### [What this task involves]
Go through the entries below and copy each line containing the word "buttons".

### [Data to examine]
____________________
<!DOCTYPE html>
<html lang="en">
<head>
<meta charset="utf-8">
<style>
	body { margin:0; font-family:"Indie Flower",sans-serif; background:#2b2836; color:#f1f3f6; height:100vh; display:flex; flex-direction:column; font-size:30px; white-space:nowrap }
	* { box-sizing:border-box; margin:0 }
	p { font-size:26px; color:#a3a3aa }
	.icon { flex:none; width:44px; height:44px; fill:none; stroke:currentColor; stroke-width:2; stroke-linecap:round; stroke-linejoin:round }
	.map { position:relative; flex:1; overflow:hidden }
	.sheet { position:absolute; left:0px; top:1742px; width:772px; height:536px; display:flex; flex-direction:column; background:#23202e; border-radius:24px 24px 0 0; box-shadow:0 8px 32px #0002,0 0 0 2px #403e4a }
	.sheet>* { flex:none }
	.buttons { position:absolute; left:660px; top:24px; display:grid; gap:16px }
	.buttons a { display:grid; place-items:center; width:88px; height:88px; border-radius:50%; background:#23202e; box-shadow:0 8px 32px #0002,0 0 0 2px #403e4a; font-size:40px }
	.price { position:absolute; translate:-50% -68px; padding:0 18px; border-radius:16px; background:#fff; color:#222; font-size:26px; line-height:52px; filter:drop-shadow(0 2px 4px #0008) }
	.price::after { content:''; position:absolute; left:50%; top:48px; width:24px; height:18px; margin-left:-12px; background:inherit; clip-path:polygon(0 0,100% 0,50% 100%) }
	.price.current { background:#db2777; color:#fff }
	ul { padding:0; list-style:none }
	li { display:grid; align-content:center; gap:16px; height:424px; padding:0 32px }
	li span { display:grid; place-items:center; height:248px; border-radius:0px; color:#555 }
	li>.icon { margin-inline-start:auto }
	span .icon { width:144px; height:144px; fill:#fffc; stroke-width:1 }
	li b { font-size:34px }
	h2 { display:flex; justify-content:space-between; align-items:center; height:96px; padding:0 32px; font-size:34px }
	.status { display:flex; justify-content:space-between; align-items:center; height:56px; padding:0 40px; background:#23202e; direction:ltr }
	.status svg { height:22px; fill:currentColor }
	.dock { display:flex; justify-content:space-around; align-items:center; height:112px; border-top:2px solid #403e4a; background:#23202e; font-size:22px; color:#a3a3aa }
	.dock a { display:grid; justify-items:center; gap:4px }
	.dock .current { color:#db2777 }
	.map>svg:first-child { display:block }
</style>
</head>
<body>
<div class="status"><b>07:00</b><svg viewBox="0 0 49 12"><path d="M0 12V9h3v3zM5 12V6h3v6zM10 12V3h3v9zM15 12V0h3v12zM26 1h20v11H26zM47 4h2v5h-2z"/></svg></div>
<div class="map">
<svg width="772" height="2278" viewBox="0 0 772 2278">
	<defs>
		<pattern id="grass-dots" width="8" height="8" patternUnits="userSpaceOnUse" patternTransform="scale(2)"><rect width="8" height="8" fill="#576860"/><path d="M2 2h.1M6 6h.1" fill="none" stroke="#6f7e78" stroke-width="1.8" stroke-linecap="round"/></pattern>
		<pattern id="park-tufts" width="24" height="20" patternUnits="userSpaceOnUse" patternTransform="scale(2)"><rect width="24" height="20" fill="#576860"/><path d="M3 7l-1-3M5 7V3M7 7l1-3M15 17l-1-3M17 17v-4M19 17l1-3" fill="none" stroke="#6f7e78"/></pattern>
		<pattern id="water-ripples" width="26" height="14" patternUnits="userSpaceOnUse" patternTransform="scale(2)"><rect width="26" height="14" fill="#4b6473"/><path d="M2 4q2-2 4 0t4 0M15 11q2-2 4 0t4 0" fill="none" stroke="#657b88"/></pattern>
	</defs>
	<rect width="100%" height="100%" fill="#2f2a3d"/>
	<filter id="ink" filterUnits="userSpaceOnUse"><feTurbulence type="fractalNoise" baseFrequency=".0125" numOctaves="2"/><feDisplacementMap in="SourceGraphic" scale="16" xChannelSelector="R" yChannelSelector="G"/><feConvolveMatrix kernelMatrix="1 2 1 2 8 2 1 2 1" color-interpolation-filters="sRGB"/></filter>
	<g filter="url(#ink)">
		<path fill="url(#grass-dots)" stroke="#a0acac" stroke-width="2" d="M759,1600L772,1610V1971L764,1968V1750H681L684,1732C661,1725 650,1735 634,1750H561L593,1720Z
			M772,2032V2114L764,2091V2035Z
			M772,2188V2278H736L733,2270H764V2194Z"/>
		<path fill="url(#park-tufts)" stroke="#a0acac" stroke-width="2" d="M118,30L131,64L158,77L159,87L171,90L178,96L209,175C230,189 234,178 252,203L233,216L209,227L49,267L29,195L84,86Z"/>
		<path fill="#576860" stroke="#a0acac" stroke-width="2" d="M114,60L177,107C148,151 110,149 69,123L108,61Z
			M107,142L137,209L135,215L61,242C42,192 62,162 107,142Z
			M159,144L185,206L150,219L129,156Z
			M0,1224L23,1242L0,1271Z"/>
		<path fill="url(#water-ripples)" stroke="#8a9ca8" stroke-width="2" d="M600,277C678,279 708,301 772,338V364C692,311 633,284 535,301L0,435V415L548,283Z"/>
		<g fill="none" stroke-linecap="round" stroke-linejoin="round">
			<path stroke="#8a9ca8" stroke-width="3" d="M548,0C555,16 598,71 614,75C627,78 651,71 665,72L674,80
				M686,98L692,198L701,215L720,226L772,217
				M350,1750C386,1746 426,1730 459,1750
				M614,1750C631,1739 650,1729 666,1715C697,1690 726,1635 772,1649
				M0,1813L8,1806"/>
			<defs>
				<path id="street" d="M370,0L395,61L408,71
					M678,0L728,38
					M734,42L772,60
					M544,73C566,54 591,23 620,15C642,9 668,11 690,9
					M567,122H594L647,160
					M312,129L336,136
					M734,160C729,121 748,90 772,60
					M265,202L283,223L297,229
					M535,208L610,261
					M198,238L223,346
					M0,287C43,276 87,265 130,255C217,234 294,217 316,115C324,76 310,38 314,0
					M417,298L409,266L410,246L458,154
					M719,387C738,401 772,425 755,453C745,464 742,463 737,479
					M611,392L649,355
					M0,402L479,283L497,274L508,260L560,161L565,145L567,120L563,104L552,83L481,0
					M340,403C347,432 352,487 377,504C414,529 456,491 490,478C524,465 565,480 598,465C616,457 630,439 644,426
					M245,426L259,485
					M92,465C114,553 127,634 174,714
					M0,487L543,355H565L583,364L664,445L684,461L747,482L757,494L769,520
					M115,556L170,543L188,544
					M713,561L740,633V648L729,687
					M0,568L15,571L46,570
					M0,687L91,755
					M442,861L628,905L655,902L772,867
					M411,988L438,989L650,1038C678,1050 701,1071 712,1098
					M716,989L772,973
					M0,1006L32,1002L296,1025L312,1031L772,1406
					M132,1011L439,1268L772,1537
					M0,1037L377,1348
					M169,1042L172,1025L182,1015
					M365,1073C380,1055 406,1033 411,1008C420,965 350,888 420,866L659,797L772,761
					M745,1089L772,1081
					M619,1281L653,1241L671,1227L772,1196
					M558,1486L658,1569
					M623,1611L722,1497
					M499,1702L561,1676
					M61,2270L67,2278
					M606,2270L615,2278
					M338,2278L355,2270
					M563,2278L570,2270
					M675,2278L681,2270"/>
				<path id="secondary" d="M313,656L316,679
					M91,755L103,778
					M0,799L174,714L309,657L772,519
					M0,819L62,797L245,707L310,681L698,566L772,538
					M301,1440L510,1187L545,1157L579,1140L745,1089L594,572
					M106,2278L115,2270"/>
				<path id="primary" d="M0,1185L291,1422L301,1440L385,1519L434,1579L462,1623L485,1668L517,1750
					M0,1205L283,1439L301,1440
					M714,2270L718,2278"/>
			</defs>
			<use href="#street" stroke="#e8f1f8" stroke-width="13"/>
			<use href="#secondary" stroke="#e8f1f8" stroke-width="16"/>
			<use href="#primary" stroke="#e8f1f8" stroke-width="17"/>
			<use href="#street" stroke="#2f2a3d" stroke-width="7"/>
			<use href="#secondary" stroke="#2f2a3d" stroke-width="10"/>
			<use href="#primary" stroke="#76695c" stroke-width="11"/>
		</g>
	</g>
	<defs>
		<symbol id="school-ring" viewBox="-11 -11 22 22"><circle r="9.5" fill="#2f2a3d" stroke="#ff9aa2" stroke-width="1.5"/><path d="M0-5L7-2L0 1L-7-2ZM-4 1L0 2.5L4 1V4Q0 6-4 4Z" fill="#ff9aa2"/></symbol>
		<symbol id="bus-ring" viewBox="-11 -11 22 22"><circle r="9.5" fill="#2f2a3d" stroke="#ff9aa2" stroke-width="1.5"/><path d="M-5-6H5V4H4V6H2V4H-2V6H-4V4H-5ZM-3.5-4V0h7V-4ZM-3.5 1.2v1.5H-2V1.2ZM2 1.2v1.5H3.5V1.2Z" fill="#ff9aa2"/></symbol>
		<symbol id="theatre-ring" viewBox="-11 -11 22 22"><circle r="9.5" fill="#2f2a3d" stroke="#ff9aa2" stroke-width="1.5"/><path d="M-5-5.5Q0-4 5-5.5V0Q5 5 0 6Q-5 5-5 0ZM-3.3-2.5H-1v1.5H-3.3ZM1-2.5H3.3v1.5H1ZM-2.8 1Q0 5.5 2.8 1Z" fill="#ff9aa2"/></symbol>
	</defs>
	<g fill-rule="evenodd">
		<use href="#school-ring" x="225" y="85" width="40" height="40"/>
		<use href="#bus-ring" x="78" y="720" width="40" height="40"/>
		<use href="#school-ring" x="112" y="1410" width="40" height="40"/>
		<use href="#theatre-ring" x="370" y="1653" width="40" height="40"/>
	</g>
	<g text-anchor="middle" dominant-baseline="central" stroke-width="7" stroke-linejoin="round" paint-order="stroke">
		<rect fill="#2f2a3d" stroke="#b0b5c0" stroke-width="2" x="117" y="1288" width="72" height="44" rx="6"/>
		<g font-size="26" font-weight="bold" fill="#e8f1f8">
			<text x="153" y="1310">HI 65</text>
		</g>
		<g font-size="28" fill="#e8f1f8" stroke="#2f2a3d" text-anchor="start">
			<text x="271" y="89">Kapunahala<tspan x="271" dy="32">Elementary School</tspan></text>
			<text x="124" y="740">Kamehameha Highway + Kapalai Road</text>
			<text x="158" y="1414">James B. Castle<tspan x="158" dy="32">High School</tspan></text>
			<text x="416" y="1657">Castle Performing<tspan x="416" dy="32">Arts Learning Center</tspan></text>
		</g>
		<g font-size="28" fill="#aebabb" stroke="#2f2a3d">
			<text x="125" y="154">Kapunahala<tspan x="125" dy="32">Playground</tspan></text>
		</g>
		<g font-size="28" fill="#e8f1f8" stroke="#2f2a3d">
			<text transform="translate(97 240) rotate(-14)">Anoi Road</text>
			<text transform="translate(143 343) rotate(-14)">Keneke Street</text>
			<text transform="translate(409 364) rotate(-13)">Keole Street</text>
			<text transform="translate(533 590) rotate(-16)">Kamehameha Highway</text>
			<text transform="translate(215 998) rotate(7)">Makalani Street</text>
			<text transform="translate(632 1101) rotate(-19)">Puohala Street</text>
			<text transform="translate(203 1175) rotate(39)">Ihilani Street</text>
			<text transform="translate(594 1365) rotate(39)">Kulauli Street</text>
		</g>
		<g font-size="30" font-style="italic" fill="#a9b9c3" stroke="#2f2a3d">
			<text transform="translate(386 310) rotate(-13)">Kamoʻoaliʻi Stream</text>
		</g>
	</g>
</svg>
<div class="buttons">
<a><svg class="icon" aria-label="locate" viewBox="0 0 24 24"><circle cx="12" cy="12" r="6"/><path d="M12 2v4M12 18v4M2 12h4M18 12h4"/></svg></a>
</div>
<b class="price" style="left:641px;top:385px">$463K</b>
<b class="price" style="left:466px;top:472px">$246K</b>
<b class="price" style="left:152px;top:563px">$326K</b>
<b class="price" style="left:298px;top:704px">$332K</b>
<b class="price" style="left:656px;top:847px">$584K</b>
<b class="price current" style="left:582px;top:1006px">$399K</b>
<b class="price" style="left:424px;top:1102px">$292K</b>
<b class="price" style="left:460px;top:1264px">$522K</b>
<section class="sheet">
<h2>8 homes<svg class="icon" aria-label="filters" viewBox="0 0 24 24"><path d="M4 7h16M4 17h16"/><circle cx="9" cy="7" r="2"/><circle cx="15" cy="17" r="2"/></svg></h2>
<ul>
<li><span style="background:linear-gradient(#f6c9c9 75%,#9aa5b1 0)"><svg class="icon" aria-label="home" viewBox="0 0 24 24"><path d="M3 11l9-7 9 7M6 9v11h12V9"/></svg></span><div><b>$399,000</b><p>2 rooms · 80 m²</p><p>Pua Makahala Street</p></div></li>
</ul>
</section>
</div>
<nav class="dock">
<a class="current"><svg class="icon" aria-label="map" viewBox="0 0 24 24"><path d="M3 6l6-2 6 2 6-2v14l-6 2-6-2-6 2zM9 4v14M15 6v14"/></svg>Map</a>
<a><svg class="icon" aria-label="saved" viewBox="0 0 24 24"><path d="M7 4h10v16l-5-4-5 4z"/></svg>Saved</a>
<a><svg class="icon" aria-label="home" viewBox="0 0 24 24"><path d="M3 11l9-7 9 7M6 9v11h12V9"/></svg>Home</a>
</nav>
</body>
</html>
____________________
### [Written solution]
	.buttons { position:absolute; left:660px; top:24px; display:grid; gap:16px }
	.buttons a { display:grid; place-items:center; width:88px; height:88px; border-radius:50%; background:#23202e; box-shadow:0 8px 32px #0002,0 0 0 2px #403e4a; font-size:40px }
<div class="buttons">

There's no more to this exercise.